How to use and when is good use memmove in C?

Kyrol picture Kyrol · Jan 28, 2012 · Viewed 21.1k times · Source

I have two doubt about use of memmove():

  • When is preferable use this function instead of use another function (i.e. a created own function)? I’m not sure I have understood properly.
  • The signature of the function is void *memmove(void *dest, const void *src, size_t n). If I have a simple array arr[N], how can I put it into the called function? arr[N] or &arr[N]? The difference is if the array is declared with an initial size or like a pointer?
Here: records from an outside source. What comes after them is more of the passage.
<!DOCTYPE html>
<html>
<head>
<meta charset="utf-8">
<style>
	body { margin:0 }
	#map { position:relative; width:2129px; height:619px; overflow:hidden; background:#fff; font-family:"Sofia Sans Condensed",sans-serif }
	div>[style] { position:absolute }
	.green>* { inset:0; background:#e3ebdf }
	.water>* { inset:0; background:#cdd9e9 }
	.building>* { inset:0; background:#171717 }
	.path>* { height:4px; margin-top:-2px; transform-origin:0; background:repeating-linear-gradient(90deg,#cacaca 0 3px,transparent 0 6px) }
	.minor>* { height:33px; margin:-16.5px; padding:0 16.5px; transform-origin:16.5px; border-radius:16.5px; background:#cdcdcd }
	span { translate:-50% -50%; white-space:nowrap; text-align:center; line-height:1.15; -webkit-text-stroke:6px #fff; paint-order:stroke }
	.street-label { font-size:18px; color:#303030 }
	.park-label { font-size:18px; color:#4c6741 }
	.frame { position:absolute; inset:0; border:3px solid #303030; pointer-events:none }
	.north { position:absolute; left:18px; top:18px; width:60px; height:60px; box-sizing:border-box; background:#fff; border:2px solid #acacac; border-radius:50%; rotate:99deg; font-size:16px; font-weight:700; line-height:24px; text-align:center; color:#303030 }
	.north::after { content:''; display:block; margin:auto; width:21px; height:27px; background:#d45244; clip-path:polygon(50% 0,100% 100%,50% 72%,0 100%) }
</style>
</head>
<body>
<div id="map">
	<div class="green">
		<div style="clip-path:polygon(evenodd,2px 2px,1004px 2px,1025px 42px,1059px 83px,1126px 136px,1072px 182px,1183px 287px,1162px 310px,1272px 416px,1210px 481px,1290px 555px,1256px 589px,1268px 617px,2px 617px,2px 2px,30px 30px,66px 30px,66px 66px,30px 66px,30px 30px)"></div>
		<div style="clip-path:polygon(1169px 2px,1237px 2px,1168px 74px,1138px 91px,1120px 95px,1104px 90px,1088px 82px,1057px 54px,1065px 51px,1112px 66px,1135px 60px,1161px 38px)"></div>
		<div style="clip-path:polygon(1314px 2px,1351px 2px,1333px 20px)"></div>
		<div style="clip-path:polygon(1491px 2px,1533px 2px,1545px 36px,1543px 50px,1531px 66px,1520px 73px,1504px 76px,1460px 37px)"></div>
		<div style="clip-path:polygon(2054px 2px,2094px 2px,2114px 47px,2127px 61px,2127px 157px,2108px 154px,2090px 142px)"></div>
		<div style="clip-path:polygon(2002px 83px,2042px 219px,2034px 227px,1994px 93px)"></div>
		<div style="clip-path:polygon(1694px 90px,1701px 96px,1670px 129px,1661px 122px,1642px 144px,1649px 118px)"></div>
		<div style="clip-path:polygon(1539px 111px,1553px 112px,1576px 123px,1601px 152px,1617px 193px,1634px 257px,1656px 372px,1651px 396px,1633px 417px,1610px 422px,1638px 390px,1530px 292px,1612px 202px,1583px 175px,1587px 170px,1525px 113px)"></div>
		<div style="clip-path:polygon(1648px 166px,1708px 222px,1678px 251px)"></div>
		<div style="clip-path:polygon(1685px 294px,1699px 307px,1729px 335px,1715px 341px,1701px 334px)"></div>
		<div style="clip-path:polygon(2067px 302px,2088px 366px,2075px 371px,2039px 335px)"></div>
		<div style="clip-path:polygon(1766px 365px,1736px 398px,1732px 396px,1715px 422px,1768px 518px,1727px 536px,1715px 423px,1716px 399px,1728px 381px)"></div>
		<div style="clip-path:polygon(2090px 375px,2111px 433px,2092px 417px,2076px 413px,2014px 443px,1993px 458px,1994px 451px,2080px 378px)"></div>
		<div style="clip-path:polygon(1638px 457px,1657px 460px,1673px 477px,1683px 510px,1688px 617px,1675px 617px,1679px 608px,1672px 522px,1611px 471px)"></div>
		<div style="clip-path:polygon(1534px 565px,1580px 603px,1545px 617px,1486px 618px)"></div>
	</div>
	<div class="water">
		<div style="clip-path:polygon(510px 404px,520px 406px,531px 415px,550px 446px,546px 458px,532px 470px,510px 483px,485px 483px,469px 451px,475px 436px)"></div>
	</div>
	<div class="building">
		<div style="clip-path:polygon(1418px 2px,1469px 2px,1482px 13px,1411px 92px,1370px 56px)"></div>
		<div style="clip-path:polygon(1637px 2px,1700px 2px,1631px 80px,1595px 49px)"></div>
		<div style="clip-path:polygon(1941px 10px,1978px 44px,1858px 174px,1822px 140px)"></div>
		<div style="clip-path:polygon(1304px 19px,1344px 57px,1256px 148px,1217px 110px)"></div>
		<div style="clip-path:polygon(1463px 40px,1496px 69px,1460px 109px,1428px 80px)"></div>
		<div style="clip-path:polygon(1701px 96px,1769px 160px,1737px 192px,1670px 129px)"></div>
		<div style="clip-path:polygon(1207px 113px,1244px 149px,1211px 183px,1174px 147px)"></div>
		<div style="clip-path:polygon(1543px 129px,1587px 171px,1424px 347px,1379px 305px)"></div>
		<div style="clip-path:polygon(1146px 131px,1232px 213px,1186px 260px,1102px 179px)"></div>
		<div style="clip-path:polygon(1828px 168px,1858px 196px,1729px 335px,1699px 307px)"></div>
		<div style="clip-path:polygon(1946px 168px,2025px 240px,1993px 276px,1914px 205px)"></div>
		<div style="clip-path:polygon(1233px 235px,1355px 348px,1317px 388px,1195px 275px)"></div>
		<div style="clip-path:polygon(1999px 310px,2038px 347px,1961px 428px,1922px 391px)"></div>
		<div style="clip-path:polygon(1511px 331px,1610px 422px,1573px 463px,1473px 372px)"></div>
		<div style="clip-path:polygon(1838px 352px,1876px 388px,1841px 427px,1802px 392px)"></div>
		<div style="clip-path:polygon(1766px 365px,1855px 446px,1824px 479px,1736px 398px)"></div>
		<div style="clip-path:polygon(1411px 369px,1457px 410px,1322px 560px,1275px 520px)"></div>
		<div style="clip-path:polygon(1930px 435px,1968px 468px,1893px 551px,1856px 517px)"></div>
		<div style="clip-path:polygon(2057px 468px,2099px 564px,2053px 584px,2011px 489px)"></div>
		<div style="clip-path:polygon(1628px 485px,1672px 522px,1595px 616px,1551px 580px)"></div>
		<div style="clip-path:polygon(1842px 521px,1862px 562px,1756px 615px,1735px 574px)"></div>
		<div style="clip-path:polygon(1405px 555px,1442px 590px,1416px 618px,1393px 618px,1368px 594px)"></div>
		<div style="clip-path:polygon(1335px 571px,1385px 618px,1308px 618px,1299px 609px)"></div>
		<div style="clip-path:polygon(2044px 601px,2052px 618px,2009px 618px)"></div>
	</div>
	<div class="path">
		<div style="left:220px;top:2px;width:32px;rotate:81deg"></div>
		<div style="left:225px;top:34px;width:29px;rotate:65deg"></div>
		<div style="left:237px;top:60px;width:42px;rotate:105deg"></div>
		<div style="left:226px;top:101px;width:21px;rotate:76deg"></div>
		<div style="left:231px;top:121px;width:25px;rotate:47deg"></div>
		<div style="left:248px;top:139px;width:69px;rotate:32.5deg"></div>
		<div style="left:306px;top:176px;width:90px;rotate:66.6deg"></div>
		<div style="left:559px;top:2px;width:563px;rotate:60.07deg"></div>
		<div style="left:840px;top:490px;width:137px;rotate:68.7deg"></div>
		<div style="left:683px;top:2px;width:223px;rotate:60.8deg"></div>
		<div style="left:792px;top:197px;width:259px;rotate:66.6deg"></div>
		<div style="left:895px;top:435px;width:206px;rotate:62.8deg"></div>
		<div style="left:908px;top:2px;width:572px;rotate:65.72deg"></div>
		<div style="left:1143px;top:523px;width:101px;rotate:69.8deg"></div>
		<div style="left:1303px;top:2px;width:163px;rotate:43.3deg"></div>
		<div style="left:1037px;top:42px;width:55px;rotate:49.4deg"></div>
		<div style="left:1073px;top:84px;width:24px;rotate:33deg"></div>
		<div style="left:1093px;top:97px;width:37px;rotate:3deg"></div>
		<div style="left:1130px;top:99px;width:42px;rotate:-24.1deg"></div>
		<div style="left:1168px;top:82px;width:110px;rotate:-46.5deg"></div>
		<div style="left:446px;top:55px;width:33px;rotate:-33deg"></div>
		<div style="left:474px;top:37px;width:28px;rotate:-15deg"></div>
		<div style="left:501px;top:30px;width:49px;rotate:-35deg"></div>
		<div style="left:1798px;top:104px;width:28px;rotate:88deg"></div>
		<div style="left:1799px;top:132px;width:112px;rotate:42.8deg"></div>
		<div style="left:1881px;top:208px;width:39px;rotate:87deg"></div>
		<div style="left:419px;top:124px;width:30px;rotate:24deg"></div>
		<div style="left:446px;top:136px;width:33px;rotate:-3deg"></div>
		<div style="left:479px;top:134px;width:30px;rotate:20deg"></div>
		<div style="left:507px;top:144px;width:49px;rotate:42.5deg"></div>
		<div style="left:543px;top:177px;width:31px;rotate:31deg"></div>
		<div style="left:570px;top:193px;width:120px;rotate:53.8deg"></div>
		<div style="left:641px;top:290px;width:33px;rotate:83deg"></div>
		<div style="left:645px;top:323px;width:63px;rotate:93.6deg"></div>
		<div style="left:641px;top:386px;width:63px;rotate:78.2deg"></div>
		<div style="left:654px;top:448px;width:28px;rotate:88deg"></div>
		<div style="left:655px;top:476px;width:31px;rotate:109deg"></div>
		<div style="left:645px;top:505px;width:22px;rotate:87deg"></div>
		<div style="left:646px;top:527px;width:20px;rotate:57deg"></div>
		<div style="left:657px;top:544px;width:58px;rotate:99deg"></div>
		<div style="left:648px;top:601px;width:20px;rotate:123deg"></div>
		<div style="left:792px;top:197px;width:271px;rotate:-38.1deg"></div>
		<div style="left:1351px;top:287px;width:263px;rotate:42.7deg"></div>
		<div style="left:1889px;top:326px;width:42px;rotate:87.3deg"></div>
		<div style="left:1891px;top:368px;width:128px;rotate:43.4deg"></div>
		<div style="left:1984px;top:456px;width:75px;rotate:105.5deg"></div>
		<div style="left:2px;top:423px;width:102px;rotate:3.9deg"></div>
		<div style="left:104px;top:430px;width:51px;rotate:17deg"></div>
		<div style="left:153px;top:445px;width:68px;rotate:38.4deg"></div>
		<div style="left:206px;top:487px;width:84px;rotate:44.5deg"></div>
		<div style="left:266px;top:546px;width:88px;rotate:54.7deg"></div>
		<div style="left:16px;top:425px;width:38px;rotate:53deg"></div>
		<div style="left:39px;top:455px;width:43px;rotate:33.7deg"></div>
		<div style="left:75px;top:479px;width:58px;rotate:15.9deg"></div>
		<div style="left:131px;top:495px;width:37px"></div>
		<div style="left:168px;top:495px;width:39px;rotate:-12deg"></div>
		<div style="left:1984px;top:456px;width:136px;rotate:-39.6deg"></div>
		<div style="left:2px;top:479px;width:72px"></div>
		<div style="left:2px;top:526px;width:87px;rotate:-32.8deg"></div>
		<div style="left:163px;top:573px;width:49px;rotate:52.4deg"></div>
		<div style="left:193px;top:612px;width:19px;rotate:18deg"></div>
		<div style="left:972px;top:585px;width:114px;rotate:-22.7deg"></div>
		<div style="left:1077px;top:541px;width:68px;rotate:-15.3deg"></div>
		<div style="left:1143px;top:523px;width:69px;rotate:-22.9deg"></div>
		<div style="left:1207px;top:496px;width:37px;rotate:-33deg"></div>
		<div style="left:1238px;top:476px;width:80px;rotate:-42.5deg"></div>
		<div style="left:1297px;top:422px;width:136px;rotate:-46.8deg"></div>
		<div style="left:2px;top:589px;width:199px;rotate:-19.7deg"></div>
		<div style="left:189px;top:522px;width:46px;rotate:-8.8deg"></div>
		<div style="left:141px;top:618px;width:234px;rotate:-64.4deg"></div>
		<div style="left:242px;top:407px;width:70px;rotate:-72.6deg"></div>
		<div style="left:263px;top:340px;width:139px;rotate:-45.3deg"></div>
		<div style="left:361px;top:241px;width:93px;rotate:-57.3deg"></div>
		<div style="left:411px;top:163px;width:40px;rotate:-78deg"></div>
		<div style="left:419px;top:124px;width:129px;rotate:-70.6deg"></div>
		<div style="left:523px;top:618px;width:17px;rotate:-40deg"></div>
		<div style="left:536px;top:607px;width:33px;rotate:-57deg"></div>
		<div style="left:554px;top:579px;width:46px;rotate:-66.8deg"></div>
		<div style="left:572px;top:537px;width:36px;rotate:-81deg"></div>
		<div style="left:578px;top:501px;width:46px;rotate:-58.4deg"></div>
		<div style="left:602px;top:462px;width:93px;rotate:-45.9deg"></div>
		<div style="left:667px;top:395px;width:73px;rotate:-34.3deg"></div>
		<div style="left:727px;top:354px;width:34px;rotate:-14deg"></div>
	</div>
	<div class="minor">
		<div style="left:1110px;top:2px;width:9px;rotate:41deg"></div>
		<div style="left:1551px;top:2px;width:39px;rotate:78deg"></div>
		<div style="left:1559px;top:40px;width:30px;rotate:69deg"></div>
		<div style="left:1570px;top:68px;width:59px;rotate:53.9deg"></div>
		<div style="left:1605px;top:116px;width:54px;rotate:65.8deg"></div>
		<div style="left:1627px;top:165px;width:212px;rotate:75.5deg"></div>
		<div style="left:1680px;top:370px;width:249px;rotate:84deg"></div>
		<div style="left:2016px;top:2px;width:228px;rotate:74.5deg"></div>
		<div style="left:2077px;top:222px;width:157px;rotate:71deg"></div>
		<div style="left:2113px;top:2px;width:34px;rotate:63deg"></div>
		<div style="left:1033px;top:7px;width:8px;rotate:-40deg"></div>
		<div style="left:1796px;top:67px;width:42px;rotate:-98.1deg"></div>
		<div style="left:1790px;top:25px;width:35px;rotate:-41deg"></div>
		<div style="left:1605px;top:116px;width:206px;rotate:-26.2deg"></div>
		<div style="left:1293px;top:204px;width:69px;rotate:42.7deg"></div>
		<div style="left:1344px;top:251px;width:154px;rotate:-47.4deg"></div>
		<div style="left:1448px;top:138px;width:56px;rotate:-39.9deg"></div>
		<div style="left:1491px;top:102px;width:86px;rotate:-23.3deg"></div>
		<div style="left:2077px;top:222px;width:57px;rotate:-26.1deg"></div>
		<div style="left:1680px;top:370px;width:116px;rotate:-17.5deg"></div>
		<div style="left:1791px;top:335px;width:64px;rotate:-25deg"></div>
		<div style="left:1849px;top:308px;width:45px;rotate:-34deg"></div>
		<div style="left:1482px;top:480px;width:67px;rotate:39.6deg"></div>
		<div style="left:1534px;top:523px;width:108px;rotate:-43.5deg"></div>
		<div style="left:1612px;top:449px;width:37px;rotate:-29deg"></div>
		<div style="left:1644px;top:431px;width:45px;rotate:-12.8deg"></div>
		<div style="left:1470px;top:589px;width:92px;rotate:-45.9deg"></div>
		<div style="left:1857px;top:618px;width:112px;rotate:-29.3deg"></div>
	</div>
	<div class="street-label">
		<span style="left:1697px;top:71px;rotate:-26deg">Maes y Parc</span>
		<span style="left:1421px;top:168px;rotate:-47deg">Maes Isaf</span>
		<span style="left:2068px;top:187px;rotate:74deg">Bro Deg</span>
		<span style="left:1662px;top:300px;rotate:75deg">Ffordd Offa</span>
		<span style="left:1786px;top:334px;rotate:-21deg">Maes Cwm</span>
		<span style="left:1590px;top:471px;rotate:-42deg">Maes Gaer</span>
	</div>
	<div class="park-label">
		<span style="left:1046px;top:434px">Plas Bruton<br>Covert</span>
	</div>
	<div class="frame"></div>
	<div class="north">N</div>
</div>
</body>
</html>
I have this doubt because I saw many example where is used both.

I hope I explained my doubts in a good way.

edit: I have to delete an element from the array, and then I want to shift the following elements of the deleted one on the left.

Answer

Matteo Italia picture Matteo Italia · Jan 28, 2012
  1. memmove may be faster but it probably will never be slower than your own function for copying data around (it's usually coded in carefully crafted assembly to move stuff around in the most efficient way possible on the current architecture);
  2. it depends on what you want to do with that array... if you want to copy its content to another array arr will suffice (and, as the length parameter, you should do sizeof(*arr)*N where N is the number of elements to copy).

By the way, if source and destination and the copy are nonoverlapping memcpy may be faster.

I want to delete an element from the array and shift left the element of the same array.

int arr[N];
/* ... */
/* Let's say you want to remove the element i (error checking on i omitted) */
memmove(arr+i, arr+i+1, (N-i-1)*sizeof(*arr));
/* or, if you prefer array indexing over pointer arithmetics: */
memmove(&arr[i], &arr[i+1], (N-i-1)*sizeof(*arr));

(sizeof(*arr) means "get the size of an element of the array")